▶ [EXERCISE AIM]
After finding the line with "ctx.lineWidth = 4;" in the entries below, retype exactly each line from there through the line with "ctx.rotate((+turn || 0) * Math.PI / 180);", including that final line.

Start of DATA IN THIS EXERCISE

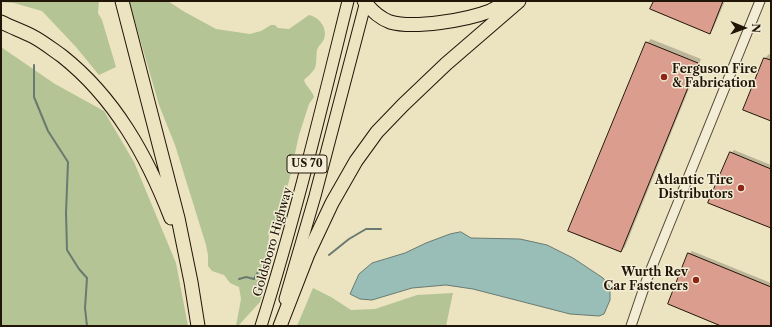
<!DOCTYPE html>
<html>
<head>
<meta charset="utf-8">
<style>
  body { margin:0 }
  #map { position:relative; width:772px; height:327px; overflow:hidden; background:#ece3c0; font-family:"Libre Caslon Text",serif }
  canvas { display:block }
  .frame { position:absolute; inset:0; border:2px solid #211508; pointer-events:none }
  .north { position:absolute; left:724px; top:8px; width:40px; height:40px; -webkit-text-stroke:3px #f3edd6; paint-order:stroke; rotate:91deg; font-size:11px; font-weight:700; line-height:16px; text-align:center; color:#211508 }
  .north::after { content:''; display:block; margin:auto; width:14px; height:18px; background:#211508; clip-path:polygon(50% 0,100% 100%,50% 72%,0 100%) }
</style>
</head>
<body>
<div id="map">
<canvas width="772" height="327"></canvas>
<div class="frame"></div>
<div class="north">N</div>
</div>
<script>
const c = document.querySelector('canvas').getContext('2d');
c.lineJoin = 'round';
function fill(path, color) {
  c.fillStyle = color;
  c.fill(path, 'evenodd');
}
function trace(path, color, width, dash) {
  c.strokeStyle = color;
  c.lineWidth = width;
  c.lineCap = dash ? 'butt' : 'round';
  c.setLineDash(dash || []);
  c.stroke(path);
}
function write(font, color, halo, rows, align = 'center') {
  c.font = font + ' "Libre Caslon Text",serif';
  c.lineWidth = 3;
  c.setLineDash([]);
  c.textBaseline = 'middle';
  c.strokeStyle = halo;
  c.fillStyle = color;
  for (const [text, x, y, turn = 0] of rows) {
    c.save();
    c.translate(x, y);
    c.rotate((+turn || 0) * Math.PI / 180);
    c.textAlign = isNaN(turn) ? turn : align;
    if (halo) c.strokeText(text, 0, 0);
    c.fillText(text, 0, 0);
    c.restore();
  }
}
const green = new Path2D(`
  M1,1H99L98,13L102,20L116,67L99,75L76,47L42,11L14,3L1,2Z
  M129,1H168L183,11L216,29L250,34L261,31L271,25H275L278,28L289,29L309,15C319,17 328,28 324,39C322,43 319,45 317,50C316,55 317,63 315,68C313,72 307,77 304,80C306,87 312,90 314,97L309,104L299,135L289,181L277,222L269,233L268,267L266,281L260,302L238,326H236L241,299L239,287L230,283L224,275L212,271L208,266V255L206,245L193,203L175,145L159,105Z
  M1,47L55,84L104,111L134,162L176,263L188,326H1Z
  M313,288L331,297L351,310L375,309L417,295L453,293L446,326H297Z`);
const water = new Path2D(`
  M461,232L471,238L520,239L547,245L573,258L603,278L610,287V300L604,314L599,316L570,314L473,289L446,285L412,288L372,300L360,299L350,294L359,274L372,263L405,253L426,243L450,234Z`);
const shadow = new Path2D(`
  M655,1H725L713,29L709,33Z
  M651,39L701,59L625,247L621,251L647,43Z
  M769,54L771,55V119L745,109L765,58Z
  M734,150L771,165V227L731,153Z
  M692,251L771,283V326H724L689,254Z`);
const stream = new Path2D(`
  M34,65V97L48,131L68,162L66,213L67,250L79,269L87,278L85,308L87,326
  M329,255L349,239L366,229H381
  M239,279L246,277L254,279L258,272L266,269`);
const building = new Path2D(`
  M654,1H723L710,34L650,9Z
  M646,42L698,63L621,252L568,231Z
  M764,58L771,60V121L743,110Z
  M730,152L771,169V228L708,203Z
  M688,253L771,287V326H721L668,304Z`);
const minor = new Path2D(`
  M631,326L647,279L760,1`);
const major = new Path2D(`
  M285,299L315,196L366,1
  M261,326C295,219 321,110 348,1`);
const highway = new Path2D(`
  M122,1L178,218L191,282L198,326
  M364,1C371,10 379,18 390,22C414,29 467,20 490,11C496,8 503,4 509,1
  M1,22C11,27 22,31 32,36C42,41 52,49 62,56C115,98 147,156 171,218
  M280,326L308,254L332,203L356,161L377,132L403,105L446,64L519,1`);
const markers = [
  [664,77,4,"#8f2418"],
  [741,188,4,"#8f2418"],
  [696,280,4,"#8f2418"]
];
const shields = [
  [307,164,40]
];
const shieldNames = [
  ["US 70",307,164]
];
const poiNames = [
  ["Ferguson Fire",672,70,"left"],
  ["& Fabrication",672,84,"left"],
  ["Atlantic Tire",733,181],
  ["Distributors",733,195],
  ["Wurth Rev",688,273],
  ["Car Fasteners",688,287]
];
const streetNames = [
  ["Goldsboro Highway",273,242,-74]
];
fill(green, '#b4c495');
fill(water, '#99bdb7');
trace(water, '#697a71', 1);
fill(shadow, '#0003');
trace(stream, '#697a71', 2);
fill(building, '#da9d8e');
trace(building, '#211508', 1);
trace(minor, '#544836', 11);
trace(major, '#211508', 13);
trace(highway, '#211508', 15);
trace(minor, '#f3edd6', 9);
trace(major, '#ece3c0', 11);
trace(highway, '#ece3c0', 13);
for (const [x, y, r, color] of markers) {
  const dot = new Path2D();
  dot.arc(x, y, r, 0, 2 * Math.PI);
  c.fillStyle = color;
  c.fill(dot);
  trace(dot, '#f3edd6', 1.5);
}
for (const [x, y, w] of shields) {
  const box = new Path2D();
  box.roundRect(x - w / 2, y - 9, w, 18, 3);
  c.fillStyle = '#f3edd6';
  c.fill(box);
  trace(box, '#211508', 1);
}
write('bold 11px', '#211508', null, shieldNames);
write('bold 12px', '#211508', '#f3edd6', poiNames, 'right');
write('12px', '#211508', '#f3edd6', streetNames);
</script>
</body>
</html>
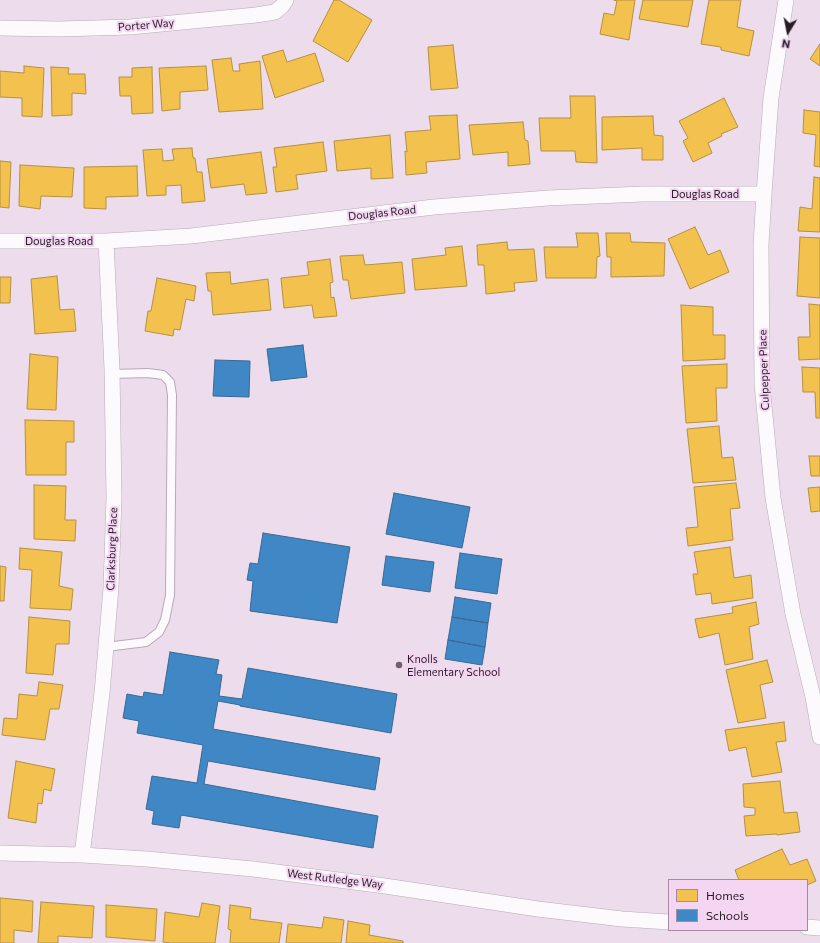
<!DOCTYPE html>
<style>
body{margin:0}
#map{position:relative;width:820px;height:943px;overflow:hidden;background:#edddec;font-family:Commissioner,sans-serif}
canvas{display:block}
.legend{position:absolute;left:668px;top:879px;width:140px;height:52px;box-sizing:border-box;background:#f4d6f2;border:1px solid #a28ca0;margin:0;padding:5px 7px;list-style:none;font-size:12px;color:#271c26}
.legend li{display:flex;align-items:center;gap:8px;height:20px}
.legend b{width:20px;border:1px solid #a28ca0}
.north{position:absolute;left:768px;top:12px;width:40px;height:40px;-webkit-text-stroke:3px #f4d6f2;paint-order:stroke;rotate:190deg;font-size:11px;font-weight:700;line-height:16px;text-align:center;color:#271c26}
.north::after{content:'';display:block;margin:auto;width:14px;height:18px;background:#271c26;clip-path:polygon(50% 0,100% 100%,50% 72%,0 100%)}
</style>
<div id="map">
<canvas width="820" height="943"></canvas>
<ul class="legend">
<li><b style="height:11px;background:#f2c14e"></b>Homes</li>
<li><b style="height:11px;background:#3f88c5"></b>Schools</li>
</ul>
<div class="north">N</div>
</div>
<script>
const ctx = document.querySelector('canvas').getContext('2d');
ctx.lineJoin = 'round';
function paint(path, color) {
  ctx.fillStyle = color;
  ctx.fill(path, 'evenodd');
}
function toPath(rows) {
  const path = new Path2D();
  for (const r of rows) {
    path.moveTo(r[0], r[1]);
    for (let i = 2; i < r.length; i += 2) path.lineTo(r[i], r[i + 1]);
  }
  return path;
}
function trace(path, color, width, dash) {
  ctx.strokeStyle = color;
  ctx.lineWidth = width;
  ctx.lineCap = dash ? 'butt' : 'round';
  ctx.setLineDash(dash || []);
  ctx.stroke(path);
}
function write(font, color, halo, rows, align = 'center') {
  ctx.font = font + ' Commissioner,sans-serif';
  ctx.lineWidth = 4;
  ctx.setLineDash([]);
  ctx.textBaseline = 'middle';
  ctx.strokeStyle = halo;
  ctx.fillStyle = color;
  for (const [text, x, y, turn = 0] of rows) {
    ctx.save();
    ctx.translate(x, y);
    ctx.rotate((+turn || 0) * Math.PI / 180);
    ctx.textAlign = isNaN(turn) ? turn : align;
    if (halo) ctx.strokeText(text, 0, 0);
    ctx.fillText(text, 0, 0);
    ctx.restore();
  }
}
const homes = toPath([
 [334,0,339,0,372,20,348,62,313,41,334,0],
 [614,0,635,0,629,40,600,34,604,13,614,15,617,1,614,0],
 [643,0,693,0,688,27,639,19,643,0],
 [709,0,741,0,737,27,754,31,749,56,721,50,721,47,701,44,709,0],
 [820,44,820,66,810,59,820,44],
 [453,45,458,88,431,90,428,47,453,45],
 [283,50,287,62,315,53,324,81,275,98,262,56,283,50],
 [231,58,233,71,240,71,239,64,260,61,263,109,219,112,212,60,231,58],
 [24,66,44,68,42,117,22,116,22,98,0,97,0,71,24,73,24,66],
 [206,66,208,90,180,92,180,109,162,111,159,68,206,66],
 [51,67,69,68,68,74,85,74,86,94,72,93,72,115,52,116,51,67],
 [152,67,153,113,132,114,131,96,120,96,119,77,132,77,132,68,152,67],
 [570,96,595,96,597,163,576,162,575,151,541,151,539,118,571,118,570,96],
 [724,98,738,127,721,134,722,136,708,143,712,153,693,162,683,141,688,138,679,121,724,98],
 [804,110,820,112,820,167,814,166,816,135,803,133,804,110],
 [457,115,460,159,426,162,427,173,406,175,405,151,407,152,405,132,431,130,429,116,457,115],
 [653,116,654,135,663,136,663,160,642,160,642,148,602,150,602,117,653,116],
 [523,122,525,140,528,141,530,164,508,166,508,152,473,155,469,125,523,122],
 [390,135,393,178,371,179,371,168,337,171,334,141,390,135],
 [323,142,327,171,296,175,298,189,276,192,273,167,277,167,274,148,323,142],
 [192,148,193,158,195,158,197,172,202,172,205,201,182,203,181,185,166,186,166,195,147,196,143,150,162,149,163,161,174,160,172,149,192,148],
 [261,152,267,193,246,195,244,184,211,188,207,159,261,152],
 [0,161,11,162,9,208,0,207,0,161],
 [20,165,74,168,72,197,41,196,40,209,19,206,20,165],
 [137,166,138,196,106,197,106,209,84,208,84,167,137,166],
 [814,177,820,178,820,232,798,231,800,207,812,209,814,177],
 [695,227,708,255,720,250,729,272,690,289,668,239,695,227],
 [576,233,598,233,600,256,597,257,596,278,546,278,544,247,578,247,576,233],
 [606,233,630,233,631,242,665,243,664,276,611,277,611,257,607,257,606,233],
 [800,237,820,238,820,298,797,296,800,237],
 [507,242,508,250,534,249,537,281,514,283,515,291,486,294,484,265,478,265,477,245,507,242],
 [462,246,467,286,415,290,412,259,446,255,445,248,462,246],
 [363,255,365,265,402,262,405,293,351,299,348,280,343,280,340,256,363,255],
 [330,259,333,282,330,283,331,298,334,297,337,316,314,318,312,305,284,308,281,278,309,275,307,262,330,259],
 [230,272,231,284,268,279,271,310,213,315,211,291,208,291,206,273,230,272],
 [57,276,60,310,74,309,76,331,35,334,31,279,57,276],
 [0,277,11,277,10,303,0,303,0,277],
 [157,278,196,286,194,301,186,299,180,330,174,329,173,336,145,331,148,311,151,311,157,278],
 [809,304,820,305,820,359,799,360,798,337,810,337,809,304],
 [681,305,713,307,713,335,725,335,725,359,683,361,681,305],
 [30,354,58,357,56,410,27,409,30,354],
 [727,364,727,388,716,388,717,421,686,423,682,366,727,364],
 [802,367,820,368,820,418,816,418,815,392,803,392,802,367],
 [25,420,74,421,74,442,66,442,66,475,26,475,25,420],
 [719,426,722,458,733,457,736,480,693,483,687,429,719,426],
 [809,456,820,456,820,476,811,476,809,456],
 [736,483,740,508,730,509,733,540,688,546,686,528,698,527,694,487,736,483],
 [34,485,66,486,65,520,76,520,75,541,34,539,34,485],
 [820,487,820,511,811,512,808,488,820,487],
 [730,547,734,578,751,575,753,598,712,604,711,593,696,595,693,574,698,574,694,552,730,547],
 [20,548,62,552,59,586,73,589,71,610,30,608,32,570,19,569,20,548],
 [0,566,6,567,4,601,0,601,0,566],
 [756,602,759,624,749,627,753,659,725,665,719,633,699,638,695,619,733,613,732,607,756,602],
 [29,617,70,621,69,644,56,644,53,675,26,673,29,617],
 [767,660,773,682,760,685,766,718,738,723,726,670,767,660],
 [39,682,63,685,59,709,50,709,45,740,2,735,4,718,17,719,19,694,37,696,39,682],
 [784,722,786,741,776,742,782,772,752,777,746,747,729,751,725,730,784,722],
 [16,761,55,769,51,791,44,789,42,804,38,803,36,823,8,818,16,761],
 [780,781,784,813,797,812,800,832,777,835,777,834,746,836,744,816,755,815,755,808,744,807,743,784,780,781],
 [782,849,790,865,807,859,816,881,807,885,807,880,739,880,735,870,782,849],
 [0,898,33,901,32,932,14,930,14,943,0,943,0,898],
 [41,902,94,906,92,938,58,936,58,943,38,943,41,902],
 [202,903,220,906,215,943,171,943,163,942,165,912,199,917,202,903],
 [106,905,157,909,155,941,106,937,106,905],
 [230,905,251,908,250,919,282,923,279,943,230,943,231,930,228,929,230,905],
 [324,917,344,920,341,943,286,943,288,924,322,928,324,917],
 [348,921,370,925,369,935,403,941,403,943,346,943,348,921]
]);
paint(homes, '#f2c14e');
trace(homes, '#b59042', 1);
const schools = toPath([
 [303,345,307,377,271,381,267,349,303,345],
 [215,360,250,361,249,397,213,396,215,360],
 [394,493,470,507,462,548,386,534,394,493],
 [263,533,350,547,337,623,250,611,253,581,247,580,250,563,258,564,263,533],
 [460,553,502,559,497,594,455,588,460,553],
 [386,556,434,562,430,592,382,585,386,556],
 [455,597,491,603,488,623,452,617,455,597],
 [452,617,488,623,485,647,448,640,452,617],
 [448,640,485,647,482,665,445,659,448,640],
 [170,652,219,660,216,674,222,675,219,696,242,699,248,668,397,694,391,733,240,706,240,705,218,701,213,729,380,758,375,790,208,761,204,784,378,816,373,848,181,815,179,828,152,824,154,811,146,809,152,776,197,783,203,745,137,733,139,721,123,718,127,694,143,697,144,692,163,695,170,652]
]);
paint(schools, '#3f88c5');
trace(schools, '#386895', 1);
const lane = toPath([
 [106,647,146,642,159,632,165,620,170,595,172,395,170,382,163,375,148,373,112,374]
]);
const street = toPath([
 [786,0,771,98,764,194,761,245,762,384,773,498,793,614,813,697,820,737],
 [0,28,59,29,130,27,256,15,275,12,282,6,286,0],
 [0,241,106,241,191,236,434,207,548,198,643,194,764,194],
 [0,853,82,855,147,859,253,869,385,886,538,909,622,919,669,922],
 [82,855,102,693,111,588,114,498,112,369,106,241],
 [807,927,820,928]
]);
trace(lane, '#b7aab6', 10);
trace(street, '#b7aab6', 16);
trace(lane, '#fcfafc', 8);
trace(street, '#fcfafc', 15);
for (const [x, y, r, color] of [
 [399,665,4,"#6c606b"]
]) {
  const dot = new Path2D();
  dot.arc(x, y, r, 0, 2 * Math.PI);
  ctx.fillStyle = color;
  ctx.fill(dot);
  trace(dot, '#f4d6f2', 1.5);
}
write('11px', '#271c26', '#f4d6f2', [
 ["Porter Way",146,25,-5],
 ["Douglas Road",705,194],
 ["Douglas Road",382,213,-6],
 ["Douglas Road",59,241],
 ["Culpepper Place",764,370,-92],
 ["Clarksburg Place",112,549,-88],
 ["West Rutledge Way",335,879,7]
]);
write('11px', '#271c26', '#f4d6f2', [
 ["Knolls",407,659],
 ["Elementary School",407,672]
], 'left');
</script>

End of DATA IN THIS EXERCISE

▶ [EXERCISE ANSWER]
  ctx.lineWidth = 4;
  ctx.setLineDash([]);
  ctx.textBaseline = 'middle';
  ctx.strokeStyle = halo;
  ctx.fillStyle = color;
  for (const [text, x, y, turn = 0] of rows) {
    ctx.save();
    ctx.translate(x, y);
    ctx.rotate((+turn || 0) * Math.PI / 180);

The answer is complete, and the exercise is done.